Managing the ongoing symptoms of MS is challenging but can improve the person’s quality of life.
Managing the ongoing symptoms of MS is challenging but can improve the person's quality of life. The most common symptoms of MS are fatigue, problems with bowel movements and urination, weakness, and cognitive changes. Less common symptoms are pain, spasticity, depression, and, in severe cases, inability to walk.
Fatigue is the most common and often the most disabling symptom of MS. It may occur in several different forms:
- activity related fatigue
- fatigue due to deconditioning (not being in good shape)
- lassitude—also known as "MS fatigue"
Treatment of fatigue requires energy management, medications, rehabilitation, or a combination of all three programs. People can be referred to a physical or occupational therapist or a personal trainer to help them utilize energy conservation techniques. There are certain medications that can be prescribed to increase energy and can be prescribed by the MS clinician.
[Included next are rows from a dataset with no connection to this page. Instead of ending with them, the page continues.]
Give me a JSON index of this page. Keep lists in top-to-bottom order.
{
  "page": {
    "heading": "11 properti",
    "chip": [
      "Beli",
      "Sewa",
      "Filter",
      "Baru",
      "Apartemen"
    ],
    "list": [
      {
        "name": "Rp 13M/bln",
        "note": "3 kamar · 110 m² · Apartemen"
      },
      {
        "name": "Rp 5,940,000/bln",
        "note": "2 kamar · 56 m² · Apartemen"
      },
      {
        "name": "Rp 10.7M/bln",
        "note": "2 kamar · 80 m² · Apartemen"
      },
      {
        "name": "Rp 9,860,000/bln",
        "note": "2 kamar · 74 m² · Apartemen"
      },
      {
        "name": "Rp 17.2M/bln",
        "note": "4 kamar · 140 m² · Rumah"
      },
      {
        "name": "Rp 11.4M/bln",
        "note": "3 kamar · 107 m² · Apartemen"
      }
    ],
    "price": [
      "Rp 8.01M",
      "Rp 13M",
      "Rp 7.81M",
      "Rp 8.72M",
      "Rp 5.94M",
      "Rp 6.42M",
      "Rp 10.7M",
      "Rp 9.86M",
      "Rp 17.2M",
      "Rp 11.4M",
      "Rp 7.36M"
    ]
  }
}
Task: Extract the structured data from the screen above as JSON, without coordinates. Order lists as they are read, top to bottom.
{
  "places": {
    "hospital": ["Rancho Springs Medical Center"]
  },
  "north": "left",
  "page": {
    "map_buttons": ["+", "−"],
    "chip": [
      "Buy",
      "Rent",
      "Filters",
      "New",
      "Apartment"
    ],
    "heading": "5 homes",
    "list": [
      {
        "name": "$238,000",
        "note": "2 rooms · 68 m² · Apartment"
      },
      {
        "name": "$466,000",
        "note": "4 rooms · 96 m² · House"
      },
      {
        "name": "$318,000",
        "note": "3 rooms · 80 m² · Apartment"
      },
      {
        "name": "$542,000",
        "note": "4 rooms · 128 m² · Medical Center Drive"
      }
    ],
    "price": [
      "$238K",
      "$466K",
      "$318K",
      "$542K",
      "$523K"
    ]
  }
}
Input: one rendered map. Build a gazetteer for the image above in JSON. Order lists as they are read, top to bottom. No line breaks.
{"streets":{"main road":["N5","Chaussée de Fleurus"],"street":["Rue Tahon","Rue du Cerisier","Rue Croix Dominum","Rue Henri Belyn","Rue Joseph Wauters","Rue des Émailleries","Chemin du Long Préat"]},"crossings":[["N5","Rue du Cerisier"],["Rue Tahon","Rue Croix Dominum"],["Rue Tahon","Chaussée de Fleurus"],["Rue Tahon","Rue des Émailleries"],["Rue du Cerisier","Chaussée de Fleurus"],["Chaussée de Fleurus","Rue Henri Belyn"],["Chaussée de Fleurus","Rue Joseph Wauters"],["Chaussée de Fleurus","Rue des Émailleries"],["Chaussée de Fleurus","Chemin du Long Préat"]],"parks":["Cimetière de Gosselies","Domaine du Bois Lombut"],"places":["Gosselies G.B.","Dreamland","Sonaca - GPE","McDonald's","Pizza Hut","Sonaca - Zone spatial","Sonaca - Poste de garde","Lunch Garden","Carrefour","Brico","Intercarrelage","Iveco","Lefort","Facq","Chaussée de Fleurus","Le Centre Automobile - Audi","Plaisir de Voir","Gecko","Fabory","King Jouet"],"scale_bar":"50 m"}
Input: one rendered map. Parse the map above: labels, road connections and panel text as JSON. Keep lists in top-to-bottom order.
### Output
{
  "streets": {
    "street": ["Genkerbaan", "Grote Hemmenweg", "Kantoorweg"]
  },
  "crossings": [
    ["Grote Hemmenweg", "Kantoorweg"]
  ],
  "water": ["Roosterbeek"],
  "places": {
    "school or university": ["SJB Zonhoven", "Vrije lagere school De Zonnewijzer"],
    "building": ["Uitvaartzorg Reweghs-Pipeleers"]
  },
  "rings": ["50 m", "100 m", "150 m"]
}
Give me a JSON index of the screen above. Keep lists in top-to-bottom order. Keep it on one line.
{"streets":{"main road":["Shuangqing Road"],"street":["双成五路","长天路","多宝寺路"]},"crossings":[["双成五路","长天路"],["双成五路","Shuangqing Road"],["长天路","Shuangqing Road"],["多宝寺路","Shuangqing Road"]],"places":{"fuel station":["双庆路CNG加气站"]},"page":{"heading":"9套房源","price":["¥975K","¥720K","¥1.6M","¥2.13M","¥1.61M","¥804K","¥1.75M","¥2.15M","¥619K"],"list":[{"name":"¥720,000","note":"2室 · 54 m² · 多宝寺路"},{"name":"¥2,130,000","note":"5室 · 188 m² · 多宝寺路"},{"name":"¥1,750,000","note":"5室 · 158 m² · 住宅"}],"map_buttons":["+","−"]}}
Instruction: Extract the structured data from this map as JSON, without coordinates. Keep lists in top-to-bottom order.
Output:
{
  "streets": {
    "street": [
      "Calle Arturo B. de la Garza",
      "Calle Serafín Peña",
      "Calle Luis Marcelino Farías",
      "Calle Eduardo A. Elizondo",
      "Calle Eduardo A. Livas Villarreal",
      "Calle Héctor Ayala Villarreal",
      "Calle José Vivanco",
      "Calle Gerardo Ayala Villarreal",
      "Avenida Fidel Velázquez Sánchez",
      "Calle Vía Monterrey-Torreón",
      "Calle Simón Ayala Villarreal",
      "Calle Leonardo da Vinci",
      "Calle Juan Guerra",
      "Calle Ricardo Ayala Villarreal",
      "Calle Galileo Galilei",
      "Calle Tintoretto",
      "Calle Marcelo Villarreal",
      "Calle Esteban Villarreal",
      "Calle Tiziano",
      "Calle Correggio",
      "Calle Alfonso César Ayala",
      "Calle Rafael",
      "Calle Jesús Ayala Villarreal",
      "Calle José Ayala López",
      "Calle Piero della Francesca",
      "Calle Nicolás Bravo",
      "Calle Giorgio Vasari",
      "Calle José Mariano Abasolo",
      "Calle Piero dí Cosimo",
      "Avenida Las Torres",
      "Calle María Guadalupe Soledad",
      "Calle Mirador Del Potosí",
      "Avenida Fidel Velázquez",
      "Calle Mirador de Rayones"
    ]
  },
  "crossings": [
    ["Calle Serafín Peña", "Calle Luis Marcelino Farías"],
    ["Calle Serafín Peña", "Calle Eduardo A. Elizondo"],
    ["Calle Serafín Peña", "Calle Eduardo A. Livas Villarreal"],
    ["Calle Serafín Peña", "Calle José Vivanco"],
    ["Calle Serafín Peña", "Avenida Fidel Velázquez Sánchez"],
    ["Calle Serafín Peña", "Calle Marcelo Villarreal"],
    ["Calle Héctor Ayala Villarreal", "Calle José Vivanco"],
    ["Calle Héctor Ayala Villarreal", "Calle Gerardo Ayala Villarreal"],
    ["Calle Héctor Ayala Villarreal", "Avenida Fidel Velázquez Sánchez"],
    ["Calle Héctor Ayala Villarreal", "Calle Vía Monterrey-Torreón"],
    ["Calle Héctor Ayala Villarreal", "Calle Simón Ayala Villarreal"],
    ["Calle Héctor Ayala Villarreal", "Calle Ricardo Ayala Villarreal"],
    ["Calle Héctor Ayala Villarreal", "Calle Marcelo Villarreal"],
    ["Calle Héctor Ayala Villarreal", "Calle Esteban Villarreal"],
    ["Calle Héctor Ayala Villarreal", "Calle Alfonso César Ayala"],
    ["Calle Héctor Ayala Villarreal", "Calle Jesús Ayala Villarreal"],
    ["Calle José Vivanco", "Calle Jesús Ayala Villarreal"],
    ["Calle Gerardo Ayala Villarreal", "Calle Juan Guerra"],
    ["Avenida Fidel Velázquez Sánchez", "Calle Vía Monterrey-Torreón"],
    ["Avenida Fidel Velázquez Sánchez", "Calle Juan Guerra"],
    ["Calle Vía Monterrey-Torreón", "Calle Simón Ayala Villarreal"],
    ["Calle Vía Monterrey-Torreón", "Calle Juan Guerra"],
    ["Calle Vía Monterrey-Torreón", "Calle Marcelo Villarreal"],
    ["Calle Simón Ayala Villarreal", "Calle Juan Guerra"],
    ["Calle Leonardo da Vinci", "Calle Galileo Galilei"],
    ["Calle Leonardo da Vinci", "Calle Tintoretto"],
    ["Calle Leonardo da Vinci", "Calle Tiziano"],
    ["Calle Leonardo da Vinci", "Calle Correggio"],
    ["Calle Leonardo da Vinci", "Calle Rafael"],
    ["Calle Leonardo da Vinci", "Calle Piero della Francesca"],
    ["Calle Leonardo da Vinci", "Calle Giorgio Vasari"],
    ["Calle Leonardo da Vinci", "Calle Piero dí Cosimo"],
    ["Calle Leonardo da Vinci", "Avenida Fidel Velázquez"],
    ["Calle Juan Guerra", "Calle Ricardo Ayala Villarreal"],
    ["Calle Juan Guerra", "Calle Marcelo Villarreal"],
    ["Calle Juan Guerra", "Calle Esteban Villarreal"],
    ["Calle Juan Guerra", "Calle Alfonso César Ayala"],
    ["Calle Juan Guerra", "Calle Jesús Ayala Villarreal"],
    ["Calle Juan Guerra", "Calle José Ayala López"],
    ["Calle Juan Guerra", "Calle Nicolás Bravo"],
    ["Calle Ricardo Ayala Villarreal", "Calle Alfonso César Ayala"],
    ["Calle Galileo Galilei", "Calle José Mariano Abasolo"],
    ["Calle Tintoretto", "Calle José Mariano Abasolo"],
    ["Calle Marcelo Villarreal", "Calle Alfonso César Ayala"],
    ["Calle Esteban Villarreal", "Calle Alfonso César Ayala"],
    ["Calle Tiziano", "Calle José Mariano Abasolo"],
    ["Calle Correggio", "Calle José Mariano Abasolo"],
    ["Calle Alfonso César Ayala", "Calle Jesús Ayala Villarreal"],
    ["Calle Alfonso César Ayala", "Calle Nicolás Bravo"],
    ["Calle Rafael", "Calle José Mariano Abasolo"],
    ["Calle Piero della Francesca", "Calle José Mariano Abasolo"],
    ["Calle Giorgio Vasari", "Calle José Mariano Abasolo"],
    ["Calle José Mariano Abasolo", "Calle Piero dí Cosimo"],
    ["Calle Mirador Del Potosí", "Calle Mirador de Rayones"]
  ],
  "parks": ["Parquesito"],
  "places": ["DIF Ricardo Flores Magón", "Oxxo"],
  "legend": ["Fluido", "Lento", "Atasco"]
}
Bladder & Bowel Dysfunction
Bladder and bowel dysfunction can be an ongoing or intermittent problem in MS. Bladder frequency, waking up at night to void, and bladder accidents can be symptoms of this problem. Bowel dysfunction can result in constipation, bowel urgency, loss of control, and irregular bowel habits. Both problems should be discussed with the MS clinician and can be managed effectively. There are tests that can be performed to determine the source of the problem and there are medications and dietary changes that may improve function. The goal is to promote function without complications and to sustain a desired quality of life.
Weakness in multiple sclerosis can be related to an exacerbation or a flare-up or can be an ongoing problem. This is a difficult and challenging problem to manage if it is ongoing, as treatments are generally more effective if weakness is a transient problem. Ongoing problems with weakness can be addressed by rehabilitation and the appropriate use of assistive devices such as canes, walkers, motorized scooters and an ongoing program to promote fitness and wellness.
Cognitive changes related to MS can be obvious or very subtle. It is important to discuss them with your clinician and to have the deficits identified and treated. Newer rehabilitation services and the use of computer technology have been shown to be of great benefit to many people with MS.
Acute & Chronic Pain
Like symptoms of weakness, pain in MS can be acute or chronic. Acute pain can be managed with a combination of medications and rehabilitation services; chronic pain should be addressed by identifying potential triggering factors such as infection and can also be controlled by medications prescribed by the MS clinician.
MS spasticity can affect a person's mobility and comfort. Spasticity can be defined as spasms or stiffness and may involve pain and discomfort. Regular exercise and stretching can reduce stiffness and improve function but the addition of medications may also be necessary.
Both clinical depression and a similar less severe emotional distress are common in people with MS. About 50% experience depression at some time during their illness. Referrals for counseling or psychiatric therapy along with medications would be appropriate for this challenging symptom.